Task goal:
Restate only the tail of the data below, starting at the line that contains "For a GIS import: Serialize" and including the last line, word for word.

Data to examine:
↓↓↓

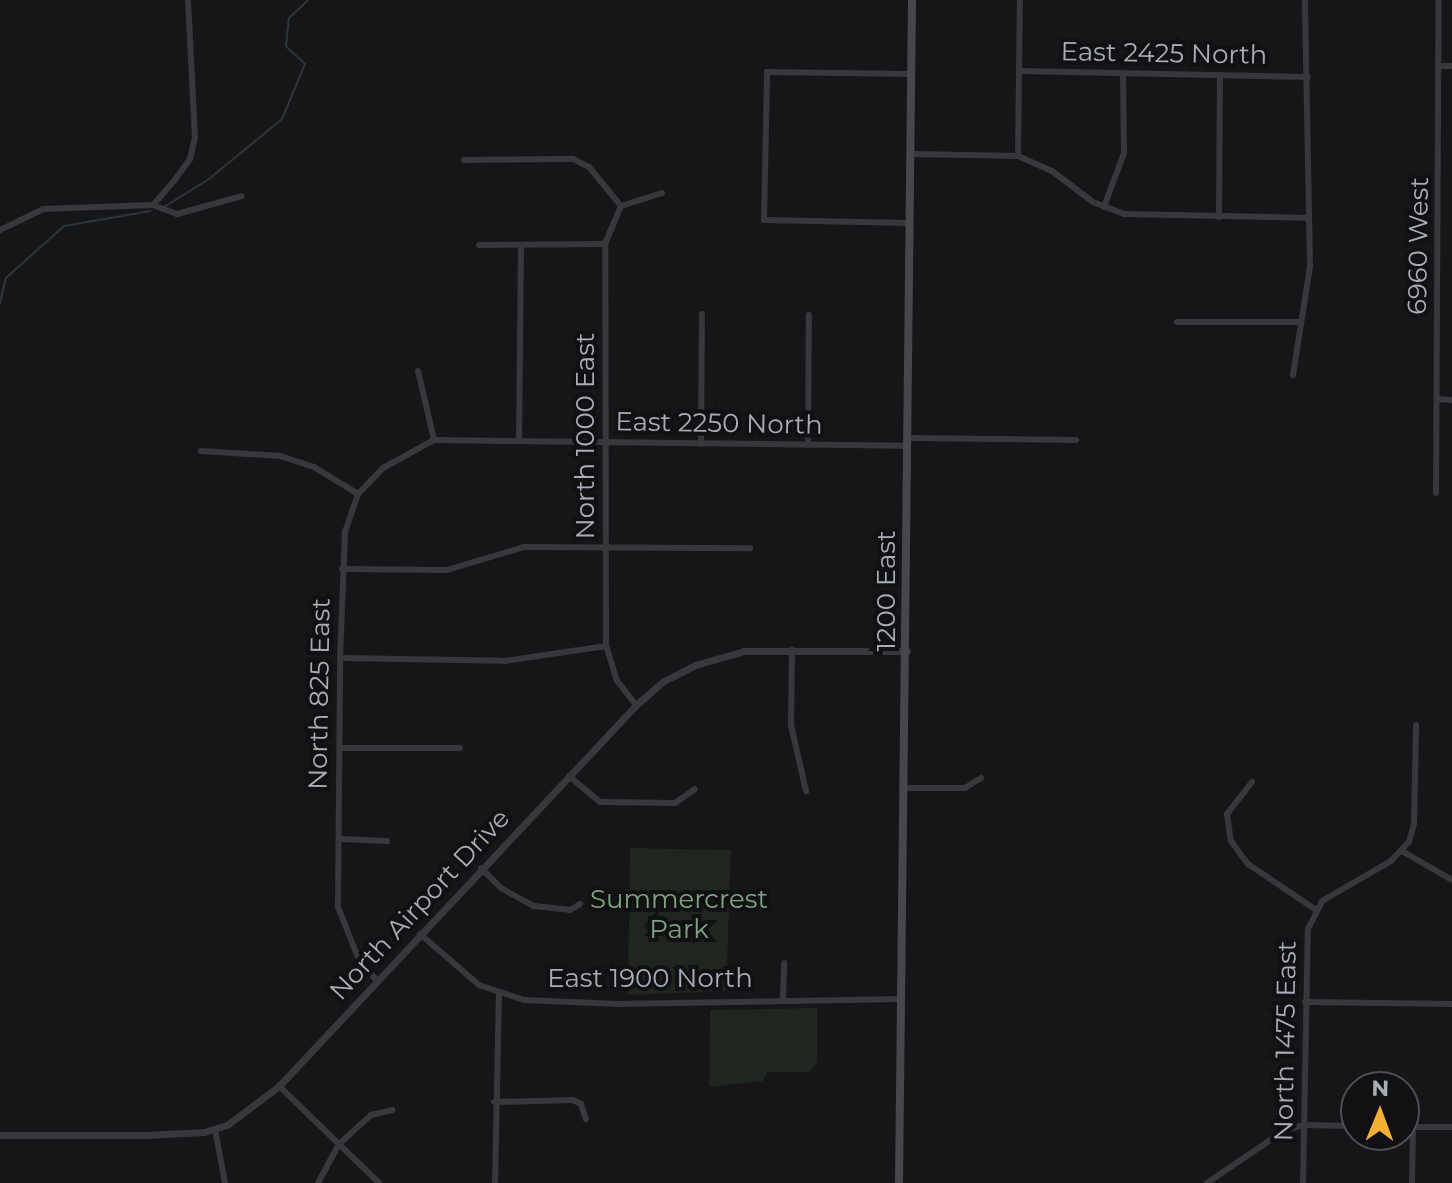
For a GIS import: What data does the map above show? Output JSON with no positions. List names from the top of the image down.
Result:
{
  "streets": {
    "main road": ["1200 East"],
    "street": [
      "East 2425 North",
      "6960 West",
      "East 2250 North",
      "North 1000 East",
      "North 825 East",
      "North Airport Drive",
      "East 1900 North",
      "North 1475 East"
    ]
  },
  "crossings": [
    ["East 2250 North", "North 1000 East"],
    ["East 2250 North", "1200 East"],
    ["East 2250 North", "North 825 East"],
    ["North 1000 East", "North Airport Drive"],
    ["1200 East", "North Airport Drive"],
    ["1200 East", "East 1900 North"],
    ["North 825 East", "North Airport Drive"],
    ["North Airport Drive", "East 1900 North"]
  ],
  "parks": ["Summercrest Park"],
  "north": "top"
}
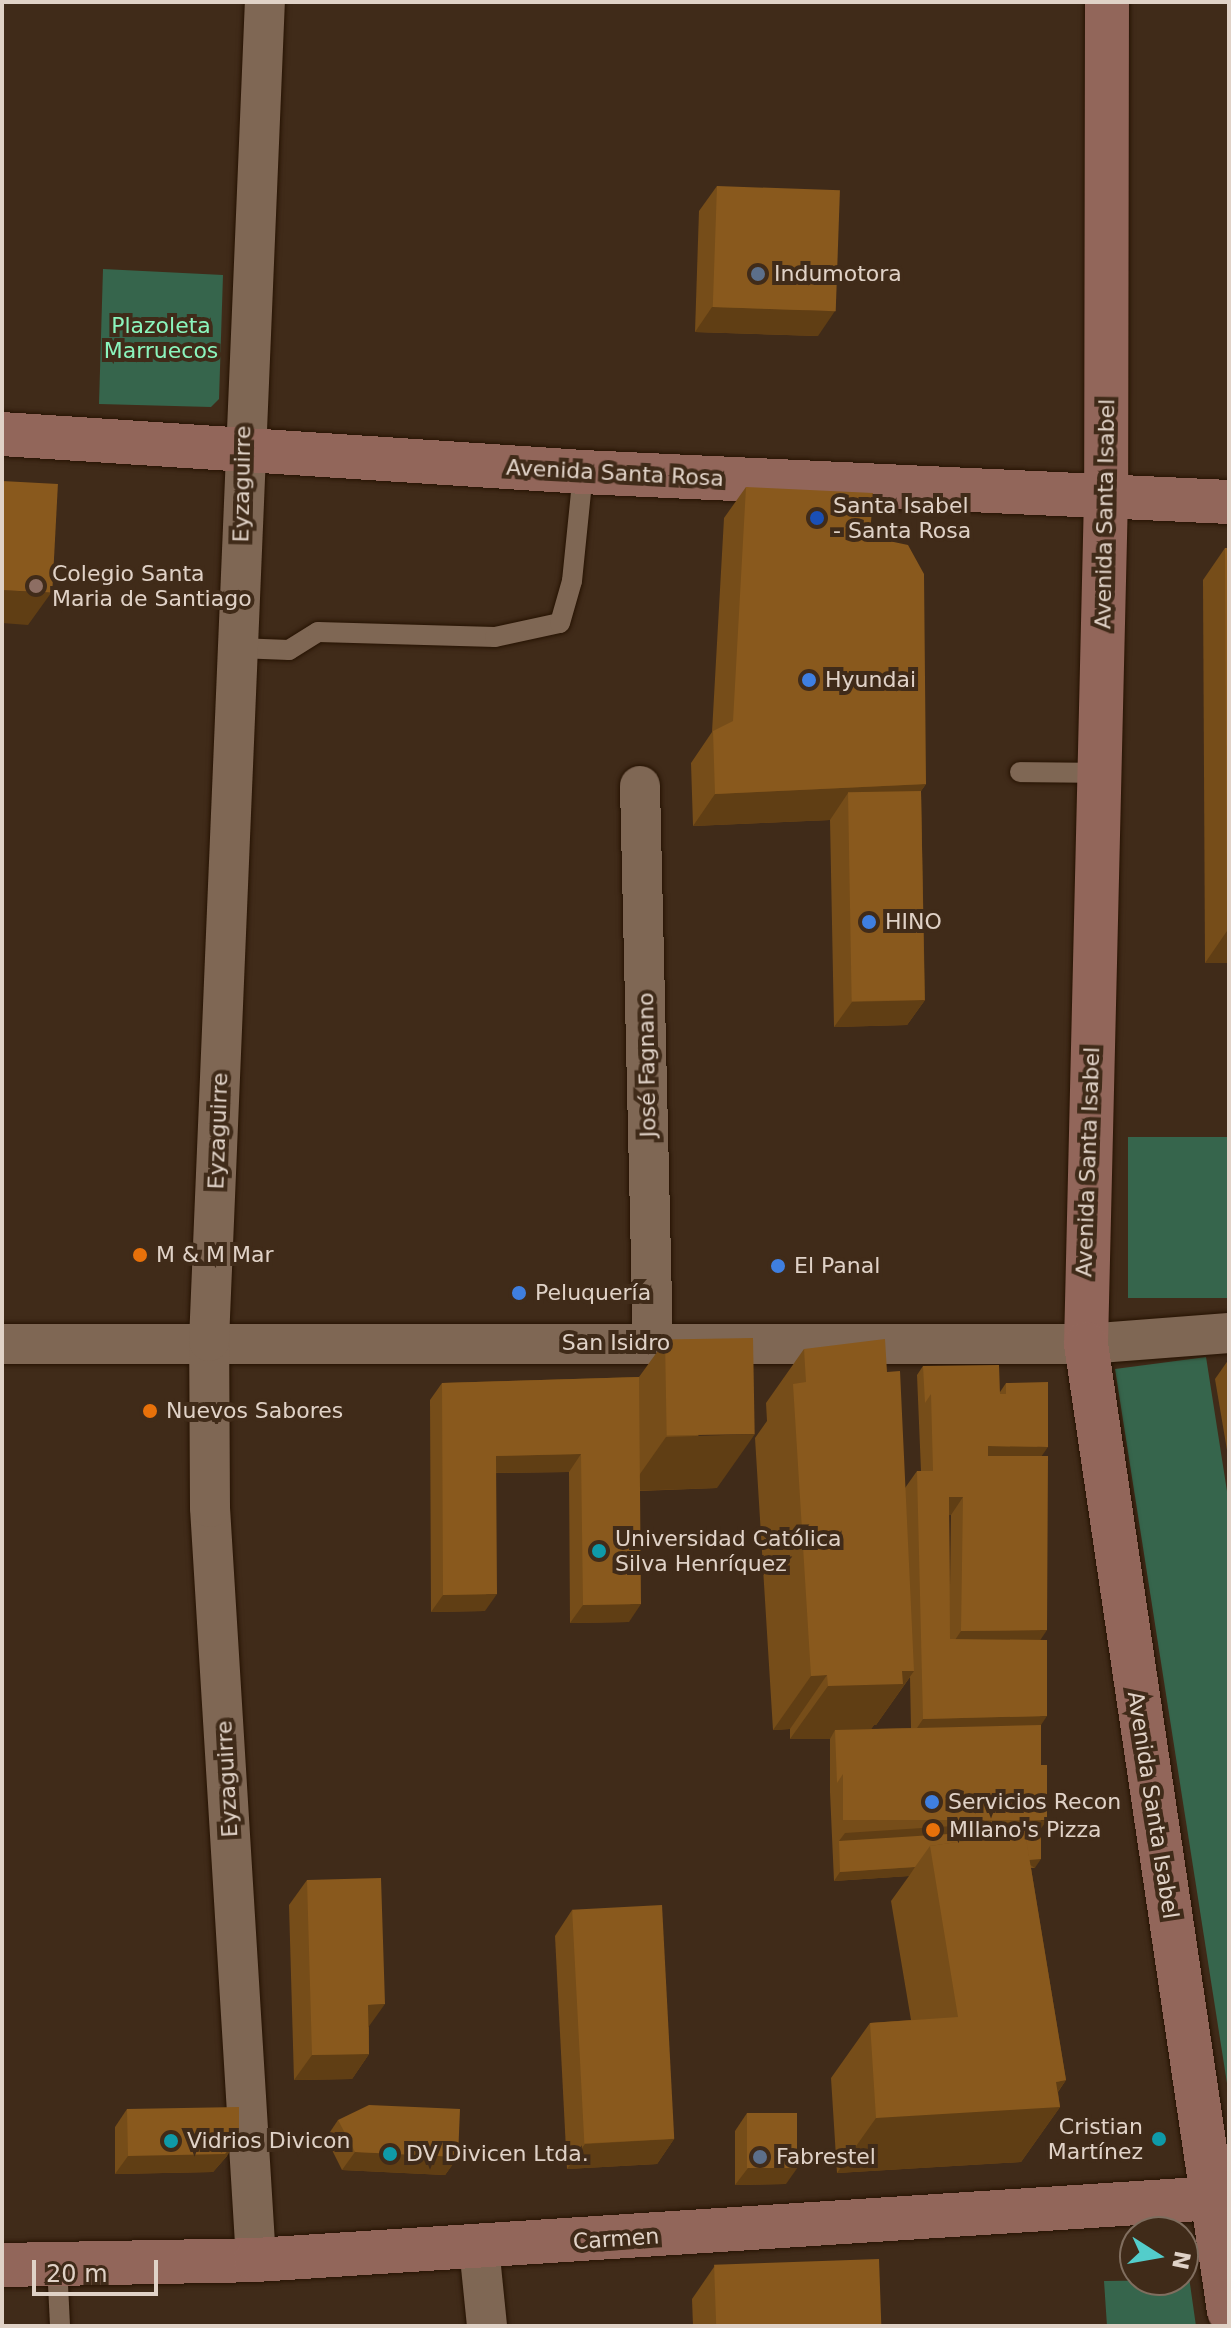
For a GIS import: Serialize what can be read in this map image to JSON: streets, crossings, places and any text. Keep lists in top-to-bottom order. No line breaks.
{"streets":{"main road":["Avenida Santa Rosa","Avenida Santa Isabel","Carmen"],"street":["Eyzaguirre","José Fagnano","San Isidro"]},"crossings":[["Avenida Santa Rosa","Eyzaguirre"],["Avenida Santa Rosa","Avenida Santa Isabel"],["Eyzaguirre","San Isidro"],["Eyzaguirre","Carmen"],["Avenida Santa Isabel","San Isidro"],["Avenida Santa Isabel","Carmen"],["José Fagnano","San Isidro"]],"parks":["Plazoleta Marruecos"],"places":["Indumotora","Santa Isabel - Santa Rosa","Colegio Santa Maria de Santiago","Hyundai","HINO","M & M Mar","El Panal","Peluquería","Nuevos Sabores","Universidad Católica Silva Henríquez","Servicios Recon","MIlano's Pizza","Cristian Martínez","Vidrios Divicon","DV Divicen Ltda.","Fabrestel"],"scale_bar":"20 m","north":"right"}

↑↑↑

Task response:
For a GIS import: Serialize what can be read in this map image to JSON: streets, crossings, places and any text. Keep lists in top-to-bottom order. No line breaks.
{"streets":{"main road":["Avenida Santa Rosa","Avenida Santa Isabel","Carmen"],"street":["Eyzaguirre","José Fagnano","San Isidro"]},"crossings":[["Avenida Santa Rosa","Eyzaguirre"],["Avenida Santa Rosa","Avenida Santa Isabel"],["Eyzaguirre","San Isidro"],["Eyzaguirre","Carmen"],["Avenida Santa Isabel","San Isidro"],["Avenida Santa Isabel","Carmen"],["José Fagnano","San Isidro"]],"parks":["Plazoleta Marruecos"],"places":["Indumotora","Santa Isabel - Santa Rosa","Colegio Santa Maria de Santiago","Hyundai","HINO","M & M Mar","El Panal","Peluquería","Nuevos Sabores","Universidad Católica Silva Henríquez","Servicios Recon","MIlano's Pizza","Cristian Martínez","Vidrios Divicon","DV Divicen Ltda.","Fabrestel"],"scale_bar":"20 m","north":"right"}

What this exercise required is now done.